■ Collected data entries
Segment Open
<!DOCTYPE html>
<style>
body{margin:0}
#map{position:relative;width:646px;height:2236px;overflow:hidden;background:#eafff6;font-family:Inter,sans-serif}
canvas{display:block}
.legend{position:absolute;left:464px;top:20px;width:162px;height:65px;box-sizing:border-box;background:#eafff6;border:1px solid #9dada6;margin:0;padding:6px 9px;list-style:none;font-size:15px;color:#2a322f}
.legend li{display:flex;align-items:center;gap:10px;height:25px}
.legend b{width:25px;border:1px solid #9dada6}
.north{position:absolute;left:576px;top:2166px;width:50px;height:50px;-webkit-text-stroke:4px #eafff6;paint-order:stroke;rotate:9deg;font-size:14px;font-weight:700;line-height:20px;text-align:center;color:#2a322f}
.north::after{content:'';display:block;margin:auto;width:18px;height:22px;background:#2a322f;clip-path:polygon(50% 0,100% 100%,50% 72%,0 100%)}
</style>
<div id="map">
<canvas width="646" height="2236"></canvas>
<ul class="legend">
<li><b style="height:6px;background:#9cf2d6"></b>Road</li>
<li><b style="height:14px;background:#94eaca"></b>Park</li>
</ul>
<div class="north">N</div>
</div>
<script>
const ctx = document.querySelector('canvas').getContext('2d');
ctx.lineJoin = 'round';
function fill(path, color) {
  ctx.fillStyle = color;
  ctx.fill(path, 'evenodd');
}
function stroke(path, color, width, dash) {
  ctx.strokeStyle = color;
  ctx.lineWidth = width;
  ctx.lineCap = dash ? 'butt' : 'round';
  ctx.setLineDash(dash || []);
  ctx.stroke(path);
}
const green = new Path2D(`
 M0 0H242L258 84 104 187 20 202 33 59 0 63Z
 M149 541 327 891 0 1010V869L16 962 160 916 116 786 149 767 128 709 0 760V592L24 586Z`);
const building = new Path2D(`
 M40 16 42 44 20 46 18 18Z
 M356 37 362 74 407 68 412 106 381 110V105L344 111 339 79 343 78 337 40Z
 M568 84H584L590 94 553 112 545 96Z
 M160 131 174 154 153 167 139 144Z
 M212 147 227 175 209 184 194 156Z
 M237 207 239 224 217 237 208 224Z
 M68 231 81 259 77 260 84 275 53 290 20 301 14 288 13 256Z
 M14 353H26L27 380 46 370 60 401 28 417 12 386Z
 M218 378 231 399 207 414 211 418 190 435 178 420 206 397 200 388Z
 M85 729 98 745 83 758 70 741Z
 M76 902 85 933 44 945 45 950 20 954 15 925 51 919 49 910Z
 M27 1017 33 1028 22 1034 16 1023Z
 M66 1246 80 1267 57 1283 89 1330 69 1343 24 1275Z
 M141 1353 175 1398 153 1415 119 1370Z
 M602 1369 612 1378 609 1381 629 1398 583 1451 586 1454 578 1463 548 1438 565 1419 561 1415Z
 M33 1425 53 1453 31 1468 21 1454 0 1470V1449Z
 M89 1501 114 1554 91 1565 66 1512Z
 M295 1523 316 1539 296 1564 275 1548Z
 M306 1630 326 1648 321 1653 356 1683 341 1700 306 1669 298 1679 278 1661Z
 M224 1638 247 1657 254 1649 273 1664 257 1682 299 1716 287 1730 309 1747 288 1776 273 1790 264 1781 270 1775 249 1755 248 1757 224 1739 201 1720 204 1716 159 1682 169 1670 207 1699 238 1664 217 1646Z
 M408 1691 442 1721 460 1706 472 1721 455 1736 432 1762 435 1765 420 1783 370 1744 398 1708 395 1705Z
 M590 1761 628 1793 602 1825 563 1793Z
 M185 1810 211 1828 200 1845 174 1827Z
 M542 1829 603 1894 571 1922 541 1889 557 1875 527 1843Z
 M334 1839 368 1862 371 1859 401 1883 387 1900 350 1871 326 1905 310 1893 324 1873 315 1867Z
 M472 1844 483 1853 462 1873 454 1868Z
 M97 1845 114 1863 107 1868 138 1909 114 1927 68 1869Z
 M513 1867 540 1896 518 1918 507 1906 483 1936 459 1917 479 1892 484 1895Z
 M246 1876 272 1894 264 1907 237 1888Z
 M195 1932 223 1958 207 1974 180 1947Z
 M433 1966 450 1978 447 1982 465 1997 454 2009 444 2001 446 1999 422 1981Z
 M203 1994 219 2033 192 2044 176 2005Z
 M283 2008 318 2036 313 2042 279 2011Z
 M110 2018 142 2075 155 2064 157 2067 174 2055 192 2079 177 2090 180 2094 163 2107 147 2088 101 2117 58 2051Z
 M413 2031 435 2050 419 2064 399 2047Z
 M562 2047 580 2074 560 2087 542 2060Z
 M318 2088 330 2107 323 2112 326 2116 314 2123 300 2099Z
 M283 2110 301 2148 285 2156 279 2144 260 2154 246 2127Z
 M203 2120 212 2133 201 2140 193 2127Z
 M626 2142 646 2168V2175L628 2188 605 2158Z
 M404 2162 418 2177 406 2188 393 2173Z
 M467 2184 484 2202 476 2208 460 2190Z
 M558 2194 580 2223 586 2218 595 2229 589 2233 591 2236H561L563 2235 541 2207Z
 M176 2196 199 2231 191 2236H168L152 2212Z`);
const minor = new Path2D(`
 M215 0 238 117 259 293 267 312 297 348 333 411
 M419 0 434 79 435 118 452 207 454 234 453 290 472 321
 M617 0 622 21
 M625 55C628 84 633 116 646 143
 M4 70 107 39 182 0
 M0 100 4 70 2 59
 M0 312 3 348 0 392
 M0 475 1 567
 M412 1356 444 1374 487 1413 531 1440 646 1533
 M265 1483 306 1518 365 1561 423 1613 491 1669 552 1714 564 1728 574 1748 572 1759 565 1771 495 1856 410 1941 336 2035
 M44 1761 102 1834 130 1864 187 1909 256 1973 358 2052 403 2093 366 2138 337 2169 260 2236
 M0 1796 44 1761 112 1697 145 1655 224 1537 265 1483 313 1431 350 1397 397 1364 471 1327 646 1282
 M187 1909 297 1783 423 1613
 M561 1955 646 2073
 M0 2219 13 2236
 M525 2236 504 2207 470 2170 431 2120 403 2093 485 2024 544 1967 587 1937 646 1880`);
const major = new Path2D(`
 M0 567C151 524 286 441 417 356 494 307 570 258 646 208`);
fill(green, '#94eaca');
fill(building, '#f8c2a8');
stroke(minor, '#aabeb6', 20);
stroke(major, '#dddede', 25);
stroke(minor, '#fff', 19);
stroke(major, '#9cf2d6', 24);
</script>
Segment Closed
■ WORK INSTRUCTIONS
Where does "function" occur in the data? Copy each line that has it.

■ ANSWER TO THIS PROBLEM
function fill(path, color) {
function stroke(path, color, width, dash) {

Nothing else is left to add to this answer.